LINTAS BERITA NASIONAL || JAKARTA SELATAN
Petamburan kini bukan sekadar pemukiman padat; ia telah bermutasi menjadi zona merah peredaran obat keras Daftar G yang kebal hukum. Di bawah hidung otoritas, bisnis haram Tramadol dan Excimer beroperasi dengan "rasa aman" yang janggal, memicu pertanyaan besar: Siapa yang memberi mandat perlindungan kepada para perusak generasi ini?
Ironi memuncak ketika kios di Jalan Gatot Subroto tetap berdiri kokoh menjajakan racun kimia tanpa resep. Keberanian para pengedar ini adalah tamparan keras bagi kewibawaan negara. Saat regulasi dikencingi secara terang-terangan, kehadiran aparat yang pasif hanya mempertegas kesan bahwa penegakan hukum di wilayah ini sedang "tidur pulas" atau sengaja "ditidurkan".
"Kami muak.
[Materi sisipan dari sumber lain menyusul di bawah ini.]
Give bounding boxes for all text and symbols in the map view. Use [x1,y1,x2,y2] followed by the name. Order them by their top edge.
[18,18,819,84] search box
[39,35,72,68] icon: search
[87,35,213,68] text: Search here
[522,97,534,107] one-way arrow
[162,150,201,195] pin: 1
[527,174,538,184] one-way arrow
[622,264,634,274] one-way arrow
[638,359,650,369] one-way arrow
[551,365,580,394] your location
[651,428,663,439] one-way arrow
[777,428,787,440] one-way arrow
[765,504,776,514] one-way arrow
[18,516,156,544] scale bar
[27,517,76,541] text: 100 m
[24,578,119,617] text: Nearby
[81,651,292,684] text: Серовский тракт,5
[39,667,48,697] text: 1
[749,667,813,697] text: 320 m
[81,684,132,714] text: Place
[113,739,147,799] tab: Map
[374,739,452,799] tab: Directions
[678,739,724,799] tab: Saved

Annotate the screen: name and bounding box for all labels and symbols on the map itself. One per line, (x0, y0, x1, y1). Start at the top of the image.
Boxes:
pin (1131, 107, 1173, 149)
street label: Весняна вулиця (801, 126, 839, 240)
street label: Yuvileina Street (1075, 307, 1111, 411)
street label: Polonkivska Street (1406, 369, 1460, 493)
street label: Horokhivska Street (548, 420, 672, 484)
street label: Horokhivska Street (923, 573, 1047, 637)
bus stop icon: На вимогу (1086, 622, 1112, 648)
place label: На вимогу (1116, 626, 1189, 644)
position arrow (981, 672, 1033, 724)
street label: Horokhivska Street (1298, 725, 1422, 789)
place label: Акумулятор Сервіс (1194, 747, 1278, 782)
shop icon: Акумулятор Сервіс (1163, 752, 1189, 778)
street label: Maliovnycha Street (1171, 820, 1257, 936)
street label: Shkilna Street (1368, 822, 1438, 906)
Anak-anak kami bertaruh nyawa tiap hari, tapi kios itu seperti punya 'jimat' sehingga tak tersentuh. Apakah harus menunggu jatuh korban jiwa massal baru ada tindakan?" keluh seorang warga yang identitasnya disembunyikan demi keselamatan.
Investigasi lapangan mengarah pada satu nama sentral: 'Jeri'. Ia diduga kuat sebagai dirigen utama yang mengatur ritme distribusi obat ilegal ini. Namun, kesaktian 'Jeri' disinyalir bukan tanpa sebab. Aroma keterlibatan oknum aparat berinisial 'Raja' kian menyengat, menciptakan dinding besi yang melindungi bisnis ini dari jangkauan hukum.
Jika benar ada oknum yang menjadi "bumper" bisnis haram ini, maka Pasal 435 UU No. 17 Tahun 2023 tentang Kesehatan tak lebih dari sekadar kertas tak bermakna. Petamburan seolah menjadi state within a state—wilayah di mana hukum nasional tunduk pada kesepakatan bawah tanah.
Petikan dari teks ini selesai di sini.